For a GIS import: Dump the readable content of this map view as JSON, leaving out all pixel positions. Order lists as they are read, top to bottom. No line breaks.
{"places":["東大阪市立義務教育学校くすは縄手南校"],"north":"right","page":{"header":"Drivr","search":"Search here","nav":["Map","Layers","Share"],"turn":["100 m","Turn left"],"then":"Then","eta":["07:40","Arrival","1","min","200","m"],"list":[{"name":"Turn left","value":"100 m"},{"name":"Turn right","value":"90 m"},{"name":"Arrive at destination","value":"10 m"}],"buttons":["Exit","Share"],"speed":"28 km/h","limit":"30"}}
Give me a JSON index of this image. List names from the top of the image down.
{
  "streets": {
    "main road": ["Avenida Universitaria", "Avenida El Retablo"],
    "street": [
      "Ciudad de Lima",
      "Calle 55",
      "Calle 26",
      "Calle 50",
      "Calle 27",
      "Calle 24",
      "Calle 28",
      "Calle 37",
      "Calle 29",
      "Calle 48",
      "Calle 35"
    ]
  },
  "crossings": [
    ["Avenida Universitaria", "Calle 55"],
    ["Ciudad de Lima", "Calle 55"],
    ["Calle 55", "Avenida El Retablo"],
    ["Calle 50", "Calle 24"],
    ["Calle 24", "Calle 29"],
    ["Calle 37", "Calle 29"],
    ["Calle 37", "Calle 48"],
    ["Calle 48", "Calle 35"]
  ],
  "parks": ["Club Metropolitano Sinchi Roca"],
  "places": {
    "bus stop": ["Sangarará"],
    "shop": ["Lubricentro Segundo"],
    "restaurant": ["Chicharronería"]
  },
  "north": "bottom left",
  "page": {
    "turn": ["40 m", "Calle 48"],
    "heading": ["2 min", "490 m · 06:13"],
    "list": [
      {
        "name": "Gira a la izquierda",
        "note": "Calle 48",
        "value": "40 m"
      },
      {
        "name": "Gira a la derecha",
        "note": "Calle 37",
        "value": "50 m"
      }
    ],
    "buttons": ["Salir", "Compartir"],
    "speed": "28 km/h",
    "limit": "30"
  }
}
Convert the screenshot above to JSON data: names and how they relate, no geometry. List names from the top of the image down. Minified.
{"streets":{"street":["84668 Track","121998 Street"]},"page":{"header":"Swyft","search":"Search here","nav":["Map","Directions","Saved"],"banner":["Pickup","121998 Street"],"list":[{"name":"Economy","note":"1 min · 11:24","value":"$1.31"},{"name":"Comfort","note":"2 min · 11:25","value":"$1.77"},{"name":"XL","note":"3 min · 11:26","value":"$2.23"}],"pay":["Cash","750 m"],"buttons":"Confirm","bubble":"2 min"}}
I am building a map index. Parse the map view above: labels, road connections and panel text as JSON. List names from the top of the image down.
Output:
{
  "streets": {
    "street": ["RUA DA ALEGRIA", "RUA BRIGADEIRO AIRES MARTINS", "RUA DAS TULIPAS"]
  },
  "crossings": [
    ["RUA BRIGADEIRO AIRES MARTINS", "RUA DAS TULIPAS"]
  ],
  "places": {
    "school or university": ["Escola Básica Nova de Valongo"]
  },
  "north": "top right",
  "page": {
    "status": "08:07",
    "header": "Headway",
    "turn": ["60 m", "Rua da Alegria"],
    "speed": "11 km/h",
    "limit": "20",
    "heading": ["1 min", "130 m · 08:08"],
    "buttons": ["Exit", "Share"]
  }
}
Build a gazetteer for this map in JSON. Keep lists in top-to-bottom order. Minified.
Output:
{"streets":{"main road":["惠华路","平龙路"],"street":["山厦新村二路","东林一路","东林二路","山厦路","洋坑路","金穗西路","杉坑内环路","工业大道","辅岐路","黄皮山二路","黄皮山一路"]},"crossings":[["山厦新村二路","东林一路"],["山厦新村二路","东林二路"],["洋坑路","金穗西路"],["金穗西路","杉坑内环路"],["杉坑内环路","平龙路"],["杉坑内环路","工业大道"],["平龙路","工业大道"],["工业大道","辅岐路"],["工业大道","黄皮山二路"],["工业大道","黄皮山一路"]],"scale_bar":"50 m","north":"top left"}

---------------

EXERCISE REQUIREMENTS: Every record needs to be reproduced exactly, with none skipped.

ANSWER TO THE PROBLEM:
For a GIS import: Dump the readable content of this map view as JSON, leaving out all pixel positions. Order lists as they are read, top to bottom. No line breaks.
{"places":["東大阪市立義務教育学校くすは縄手南校"],"north":"right","page":{"header":"Drivr","search":"Search here","nav":["Map","Layers","Share"],"turn":["100 m","Turn left"],"then":"Then","eta":["07:40","Arrival","1","min","200","m"],"list":[{"name":"Turn left","value":"100 m"},{"name":"Turn right","value":"90 m"},{"name":"Arrive at destination","value":"10 m"}],"buttons":["Exit","Share"],"speed":"28 km/h","limit":"30"}}
Give me a JSON index of this image. List names from the top of the image down.
{
  "streets": {
    "main road": ["Avenida Universitaria", "Avenida El Retablo"],
    "street": [
      "Ciudad de Lima",
      "Calle 55",
      "Calle 26",
      "Calle 50",
      "Calle 27",
      "Calle 24",
      "Calle 28",
      "Calle 37",
      "Calle 29",
      "Calle 48",
      "Calle 35"
    ]
  },
  "crossings": [
    ["Avenida Universitaria", "Calle 55"],
    ["Ciudad de Lima", "Calle 55"],
    ["Calle 55", "Avenida El Retablo"],
    ["Calle 50", "Calle 24"],
    ["Calle 24", "Calle 29"],
    ["Calle 37", "Calle 29"],
    ["Calle 37", "Calle 48"],
    ["Calle 48", "Calle 35"]
  ],
  "parks": ["Club Metropolitano Sinchi Roca"],
  "places": {
    "bus stop": ["Sangarará"],
    "shop": ["Lubricentro Segundo"],
    "restaurant": ["Chicharronería"]
  },
  "north": "bottom left",
  "page": {
    "turn": ["40 m", "Calle 48"],
    "heading": ["2 min", "490 m · 06:13"],
    "list": [
      {
        "name": "Gira a la izquierda",
        "note": "Calle 48",
        "value": "40 m"
      },
      {
        "name": "Gira a la derecha",
        "note": "Calle 37",
        "value": "50 m"
      }
    ],
    "buttons": ["Salir", "Compartir"],
    "speed": "28 km/h",
    "limit": "30"
  }
}
Convert the screenshot above to JSON data: names and how they relate, no geometry. List names from the top of the image down. Minified.
{"streets":{"street":["84668 Track","121998 Street"]},"page":{"header":"Swyft","search":"Search here","nav":["Map","Directions","Saved"],"banner":["Pickup","121998 Street"],"list":[{"name":"Economy","note":"1 min · 11:24","value":"$1.31"},{"name":"Comfort","note":"2 min · 11:25","value":"$1.77"},{"name":"XL","note":"3 min · 11:26","value":"$2.23"}],"pay":["Cash","750 m"],"buttons":"Confirm","bubble":"2 min"}}
I am building a map index. Parse the map view above: labels, road connections and panel text as JSON. List names from the top of the image down.
Output:
{
  "streets": {
    "street": ["RUA DA ALEGRIA", "RUA BRIGADEIRO AIRES MARTINS", "RUA DAS TULIPAS"]
  },
  "crossings": [
    ["RUA BRIGADEIRO AIRES MARTINS", "RUA DAS TULIPAS"]
  ],
  "places": {
    "school or university": ["Escola Básica Nova de Valongo"]
  },
  "north": "top right",
  "page": {
    "status": "08:07",
    "header": "Headway",
    "turn": ["60 m", "Rua da Alegria"],
    "speed": "11 km/h",
    "limit": "20",
    "heading": ["1 min", "130 m · 08:08"],
    "buttons": ["Exit", "Share"]
  }
}
Build a gazetteer for this map in JSON. Keep lists in top-to-bottom order. Minified.
Output:
{"streets":{"main road":["惠华路","平龙路"],"street":["山厦新村二路","东林一路","东林二路","山厦路","洋坑路","金穗西路","杉坑内环路","工业大道","辅岐路","黄皮山二路","黄皮山一路"]},"crossings":[["山厦新村二路","东林一路"],["山厦新村二路","东林二路"],["洋坑路","金穗西路"],["金穗西路","杉坑内环路"],["杉坑内环路","平龙路"],["杉坑内环路","工业大道"],["平龙路","工业大道"],["工业大道","辅岐路"],["工业大道","黄皮山二路"],["工业大道","黄皮山一路"]],"scale_bar":"50 m","north":"top left"}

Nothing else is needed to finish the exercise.